**DATA FOR THIS TASK:**
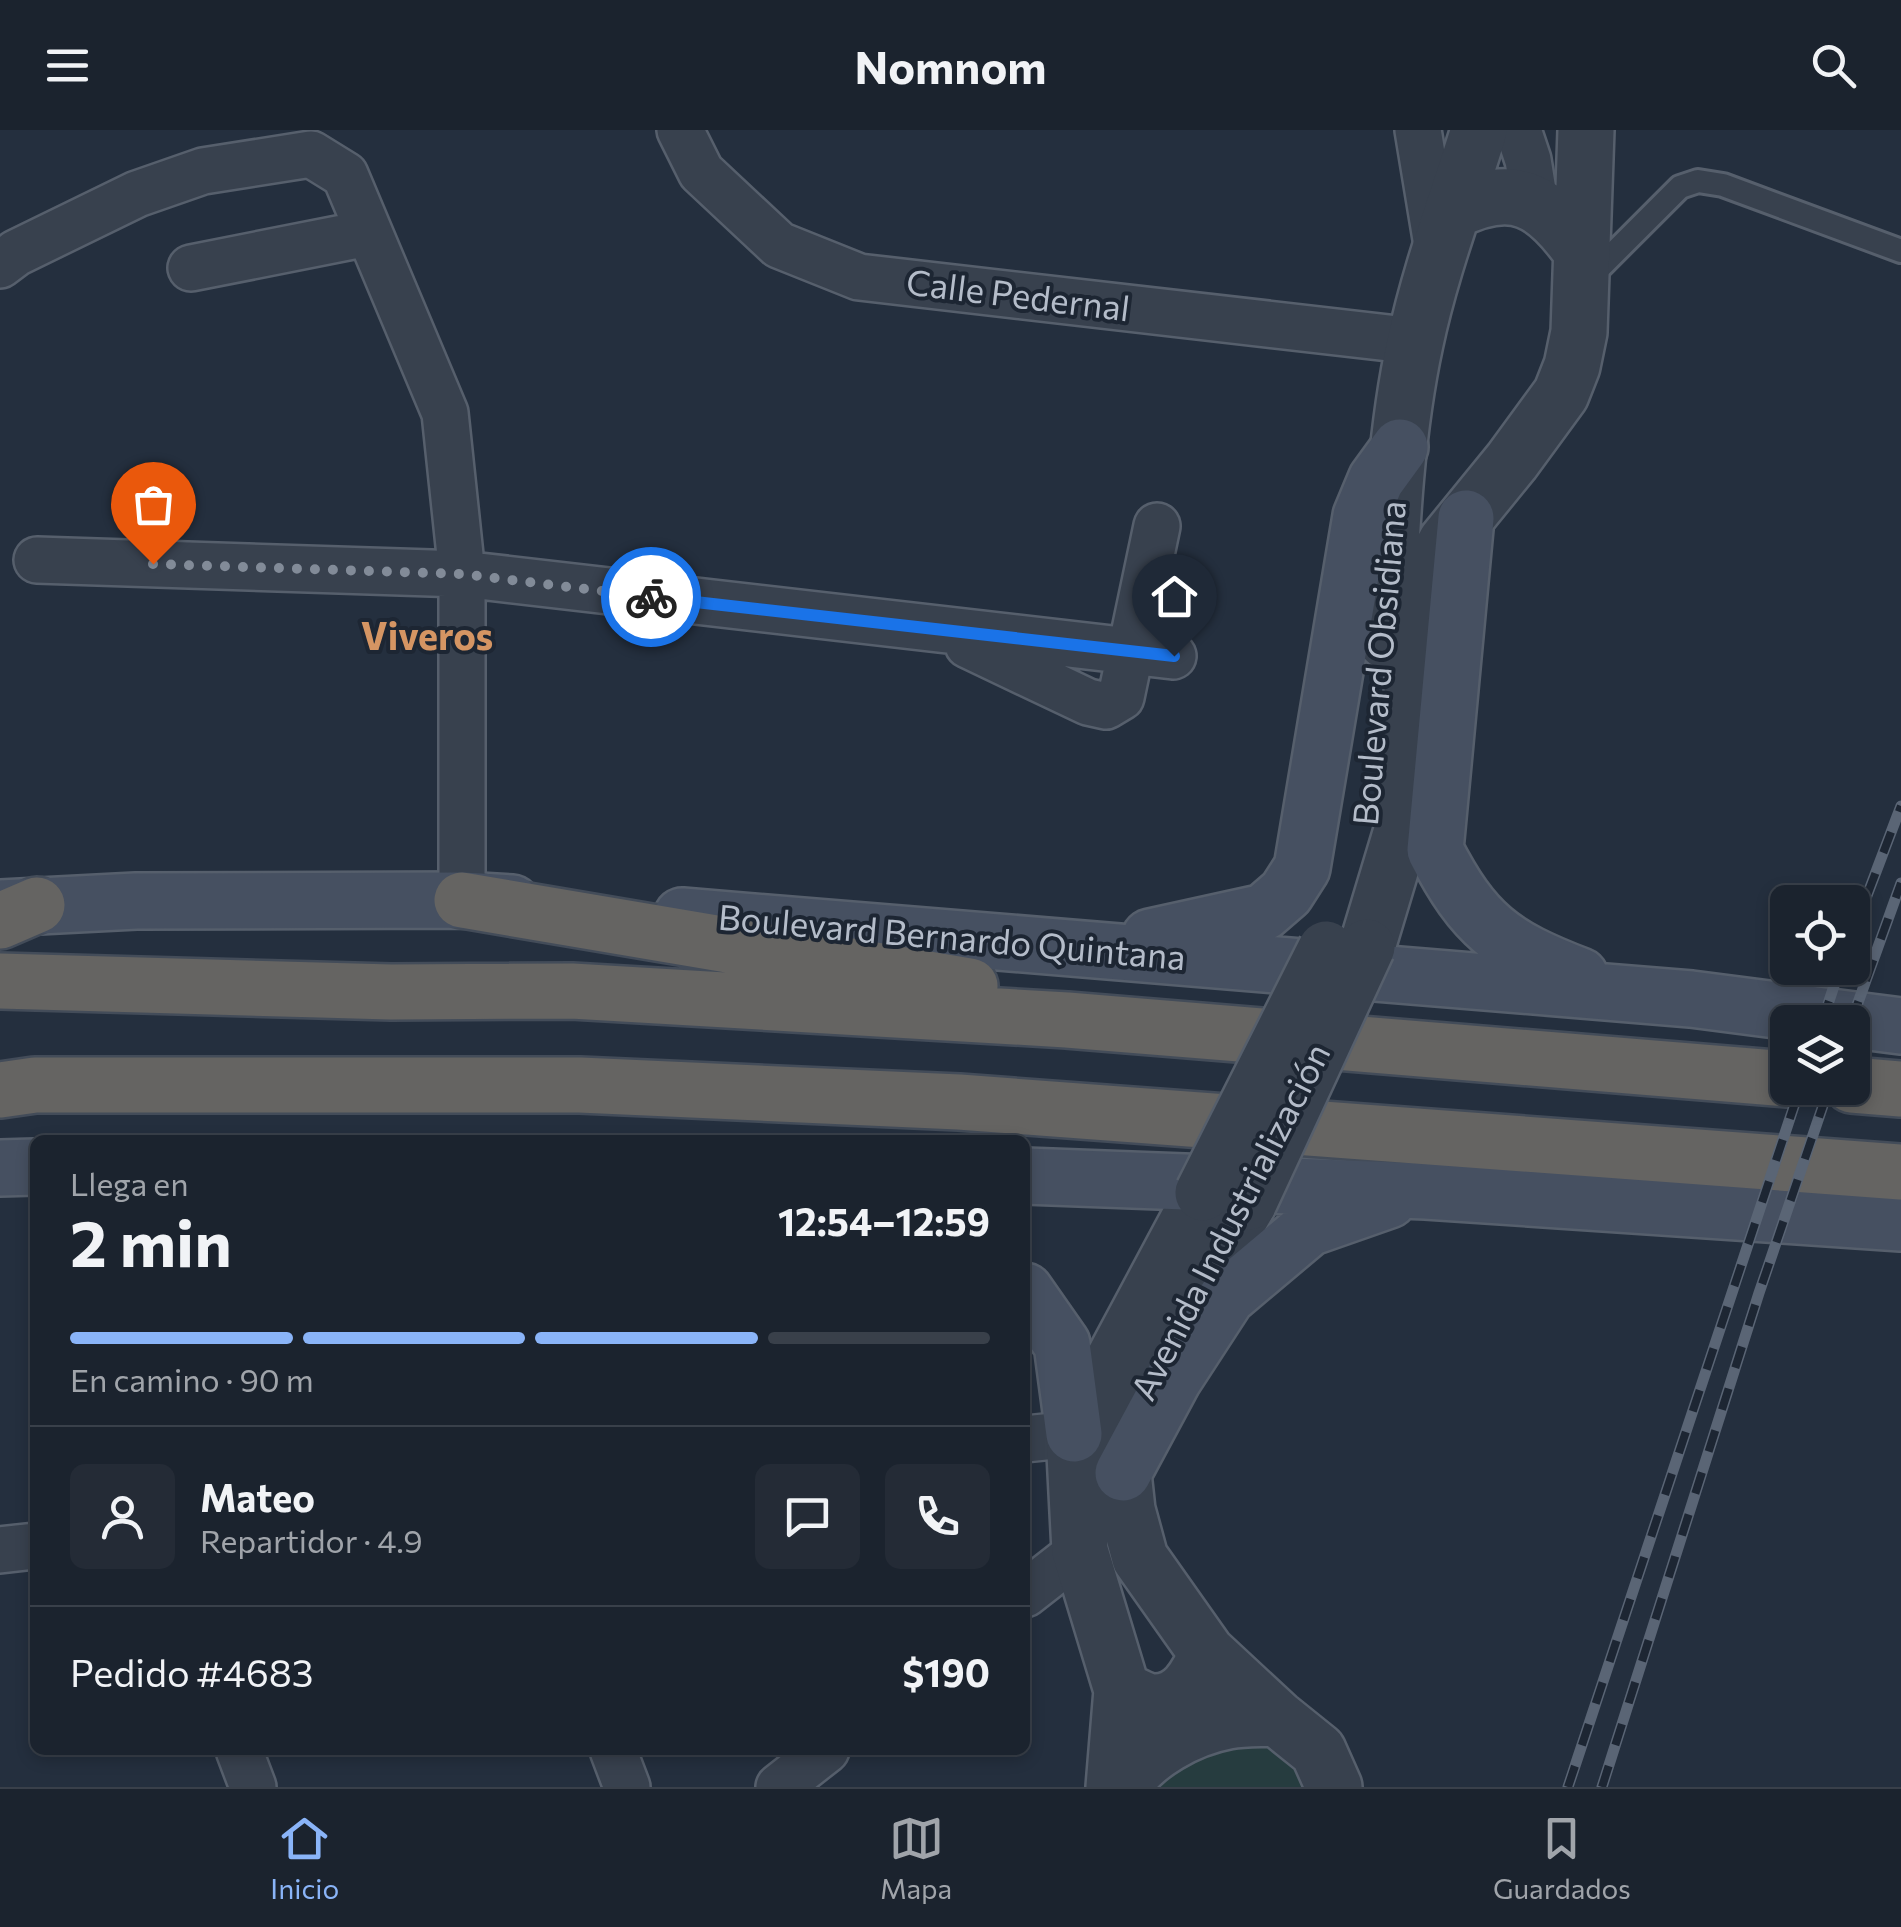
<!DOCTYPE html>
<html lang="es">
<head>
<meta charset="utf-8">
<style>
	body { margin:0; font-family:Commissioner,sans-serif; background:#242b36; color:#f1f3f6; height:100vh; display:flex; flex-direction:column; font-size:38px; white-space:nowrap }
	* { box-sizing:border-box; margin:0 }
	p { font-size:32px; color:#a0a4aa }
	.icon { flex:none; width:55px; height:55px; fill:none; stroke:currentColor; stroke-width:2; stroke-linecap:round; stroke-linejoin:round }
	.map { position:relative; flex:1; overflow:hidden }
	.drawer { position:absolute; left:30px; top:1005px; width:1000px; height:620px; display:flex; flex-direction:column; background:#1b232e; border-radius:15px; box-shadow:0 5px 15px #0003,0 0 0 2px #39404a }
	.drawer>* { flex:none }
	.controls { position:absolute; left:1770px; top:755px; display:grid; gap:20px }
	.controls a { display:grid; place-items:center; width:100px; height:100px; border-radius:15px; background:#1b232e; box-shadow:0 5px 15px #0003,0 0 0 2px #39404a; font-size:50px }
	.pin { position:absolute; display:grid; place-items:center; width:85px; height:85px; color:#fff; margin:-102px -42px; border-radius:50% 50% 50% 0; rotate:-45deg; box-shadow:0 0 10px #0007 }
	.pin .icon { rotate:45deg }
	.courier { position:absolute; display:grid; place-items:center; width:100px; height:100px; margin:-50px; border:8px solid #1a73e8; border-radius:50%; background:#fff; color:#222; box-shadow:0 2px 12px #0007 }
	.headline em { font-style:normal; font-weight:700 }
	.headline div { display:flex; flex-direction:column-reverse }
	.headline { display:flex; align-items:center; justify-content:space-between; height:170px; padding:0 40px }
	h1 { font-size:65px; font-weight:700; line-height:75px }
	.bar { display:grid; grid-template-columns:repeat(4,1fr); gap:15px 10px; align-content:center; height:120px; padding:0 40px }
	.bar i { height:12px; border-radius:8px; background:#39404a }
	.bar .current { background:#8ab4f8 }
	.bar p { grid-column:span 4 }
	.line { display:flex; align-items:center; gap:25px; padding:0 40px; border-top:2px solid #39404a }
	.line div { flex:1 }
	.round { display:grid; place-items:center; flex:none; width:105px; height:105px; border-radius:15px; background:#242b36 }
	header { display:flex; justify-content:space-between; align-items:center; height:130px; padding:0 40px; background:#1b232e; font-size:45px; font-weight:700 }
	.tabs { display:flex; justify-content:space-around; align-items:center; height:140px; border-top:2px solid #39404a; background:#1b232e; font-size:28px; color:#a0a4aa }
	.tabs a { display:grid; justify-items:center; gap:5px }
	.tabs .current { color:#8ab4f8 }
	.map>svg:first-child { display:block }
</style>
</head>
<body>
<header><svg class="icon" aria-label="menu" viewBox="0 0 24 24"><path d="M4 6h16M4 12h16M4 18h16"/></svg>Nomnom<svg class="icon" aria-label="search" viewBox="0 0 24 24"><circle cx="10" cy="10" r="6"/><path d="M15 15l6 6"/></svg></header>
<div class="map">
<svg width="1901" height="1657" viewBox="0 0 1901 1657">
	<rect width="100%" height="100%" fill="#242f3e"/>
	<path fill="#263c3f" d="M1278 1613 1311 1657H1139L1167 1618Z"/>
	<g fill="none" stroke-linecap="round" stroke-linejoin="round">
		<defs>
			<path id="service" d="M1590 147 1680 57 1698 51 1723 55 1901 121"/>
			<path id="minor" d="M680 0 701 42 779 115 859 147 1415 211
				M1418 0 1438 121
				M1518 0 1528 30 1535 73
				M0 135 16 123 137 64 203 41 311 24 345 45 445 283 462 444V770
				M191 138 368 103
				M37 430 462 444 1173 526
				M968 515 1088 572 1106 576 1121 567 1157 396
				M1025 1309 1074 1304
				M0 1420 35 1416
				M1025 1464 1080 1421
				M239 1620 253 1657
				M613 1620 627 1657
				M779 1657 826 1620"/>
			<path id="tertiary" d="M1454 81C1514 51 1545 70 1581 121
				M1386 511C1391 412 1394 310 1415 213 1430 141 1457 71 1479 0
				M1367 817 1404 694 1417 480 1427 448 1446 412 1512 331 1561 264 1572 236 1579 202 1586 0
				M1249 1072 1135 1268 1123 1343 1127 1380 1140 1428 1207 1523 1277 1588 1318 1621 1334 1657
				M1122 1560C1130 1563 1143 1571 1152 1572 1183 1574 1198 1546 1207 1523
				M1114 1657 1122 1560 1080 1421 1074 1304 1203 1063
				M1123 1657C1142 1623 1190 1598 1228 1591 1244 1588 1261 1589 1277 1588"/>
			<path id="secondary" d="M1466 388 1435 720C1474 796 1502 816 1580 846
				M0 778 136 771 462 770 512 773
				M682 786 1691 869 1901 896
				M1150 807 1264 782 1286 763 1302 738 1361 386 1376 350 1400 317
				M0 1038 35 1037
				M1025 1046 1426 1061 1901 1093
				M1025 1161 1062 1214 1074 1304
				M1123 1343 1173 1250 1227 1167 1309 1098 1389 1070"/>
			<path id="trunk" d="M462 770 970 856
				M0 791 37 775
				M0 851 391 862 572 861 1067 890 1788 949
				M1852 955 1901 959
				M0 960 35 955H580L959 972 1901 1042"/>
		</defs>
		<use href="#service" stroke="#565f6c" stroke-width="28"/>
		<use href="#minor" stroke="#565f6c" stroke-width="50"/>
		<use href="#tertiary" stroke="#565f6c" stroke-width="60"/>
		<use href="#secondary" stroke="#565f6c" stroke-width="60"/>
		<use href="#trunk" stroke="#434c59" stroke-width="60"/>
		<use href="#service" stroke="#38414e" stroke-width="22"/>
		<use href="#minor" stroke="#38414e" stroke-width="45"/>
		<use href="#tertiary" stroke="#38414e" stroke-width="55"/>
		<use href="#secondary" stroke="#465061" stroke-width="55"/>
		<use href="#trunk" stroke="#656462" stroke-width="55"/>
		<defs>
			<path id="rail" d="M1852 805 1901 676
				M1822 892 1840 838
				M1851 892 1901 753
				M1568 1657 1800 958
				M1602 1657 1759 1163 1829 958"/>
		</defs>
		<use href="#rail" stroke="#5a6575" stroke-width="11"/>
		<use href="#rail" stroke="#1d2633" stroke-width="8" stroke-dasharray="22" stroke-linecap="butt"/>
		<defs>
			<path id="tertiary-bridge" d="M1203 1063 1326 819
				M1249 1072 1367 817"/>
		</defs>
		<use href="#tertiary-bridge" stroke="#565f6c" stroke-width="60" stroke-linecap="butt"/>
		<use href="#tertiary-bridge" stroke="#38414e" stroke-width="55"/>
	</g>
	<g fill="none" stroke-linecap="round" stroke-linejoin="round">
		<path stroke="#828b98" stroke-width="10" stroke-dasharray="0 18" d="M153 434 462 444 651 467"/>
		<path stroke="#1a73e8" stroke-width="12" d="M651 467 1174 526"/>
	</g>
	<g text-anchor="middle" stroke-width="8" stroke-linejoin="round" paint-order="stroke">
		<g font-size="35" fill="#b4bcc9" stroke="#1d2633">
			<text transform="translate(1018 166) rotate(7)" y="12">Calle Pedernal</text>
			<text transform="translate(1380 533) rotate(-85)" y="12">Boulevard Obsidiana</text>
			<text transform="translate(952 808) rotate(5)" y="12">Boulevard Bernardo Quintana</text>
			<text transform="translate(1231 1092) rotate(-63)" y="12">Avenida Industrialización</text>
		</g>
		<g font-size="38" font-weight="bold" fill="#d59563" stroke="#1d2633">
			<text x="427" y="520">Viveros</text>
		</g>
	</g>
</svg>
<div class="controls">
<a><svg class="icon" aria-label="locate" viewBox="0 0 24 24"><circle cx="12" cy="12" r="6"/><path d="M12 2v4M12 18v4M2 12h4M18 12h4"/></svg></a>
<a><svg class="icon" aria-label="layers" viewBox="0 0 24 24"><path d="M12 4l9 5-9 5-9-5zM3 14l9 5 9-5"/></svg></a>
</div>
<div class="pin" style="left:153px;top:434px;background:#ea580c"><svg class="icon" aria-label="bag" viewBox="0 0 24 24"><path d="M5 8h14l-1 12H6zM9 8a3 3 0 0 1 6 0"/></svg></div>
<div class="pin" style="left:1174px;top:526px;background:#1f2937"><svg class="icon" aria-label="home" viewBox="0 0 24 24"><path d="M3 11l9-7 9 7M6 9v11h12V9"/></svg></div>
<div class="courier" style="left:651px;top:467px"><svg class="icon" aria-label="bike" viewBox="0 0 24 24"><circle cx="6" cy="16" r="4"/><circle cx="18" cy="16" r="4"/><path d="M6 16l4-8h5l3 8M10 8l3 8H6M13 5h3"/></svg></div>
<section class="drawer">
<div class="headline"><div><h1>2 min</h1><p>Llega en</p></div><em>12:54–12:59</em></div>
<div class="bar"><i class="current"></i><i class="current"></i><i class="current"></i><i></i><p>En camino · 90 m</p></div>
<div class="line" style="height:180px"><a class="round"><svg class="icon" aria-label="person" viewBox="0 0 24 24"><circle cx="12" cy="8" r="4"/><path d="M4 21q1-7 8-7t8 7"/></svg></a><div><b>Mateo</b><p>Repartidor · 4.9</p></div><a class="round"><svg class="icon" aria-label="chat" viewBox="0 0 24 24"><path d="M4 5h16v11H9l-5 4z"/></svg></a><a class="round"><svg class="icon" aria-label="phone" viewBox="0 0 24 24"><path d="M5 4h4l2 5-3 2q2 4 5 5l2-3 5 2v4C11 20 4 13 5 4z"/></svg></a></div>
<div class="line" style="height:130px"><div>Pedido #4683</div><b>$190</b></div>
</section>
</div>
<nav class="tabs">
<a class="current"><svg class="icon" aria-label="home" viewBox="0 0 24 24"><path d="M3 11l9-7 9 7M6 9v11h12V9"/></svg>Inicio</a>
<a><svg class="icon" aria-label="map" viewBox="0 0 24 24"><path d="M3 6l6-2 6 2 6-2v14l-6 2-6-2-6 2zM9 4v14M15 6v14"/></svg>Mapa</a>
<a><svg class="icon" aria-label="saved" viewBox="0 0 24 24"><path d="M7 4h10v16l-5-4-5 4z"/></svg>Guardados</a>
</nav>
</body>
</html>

**HOW TO COMPLETE THIS TASK:** The answer should consist of every line from the listing above that includes the word "controls".

**SOLUTION TO THE PROBLEM:**
	.controls { position:absolute; left:1770px; top:755px; display:grid; gap:20px }
	.controls a { display:grid; place-items:center; width:100px; height:100px; border-radius:15px; background:#1b232e; box-shadow:0 5px 15px #0003,0 0 0 2px #39404a; font-size:50px }
<div class="controls">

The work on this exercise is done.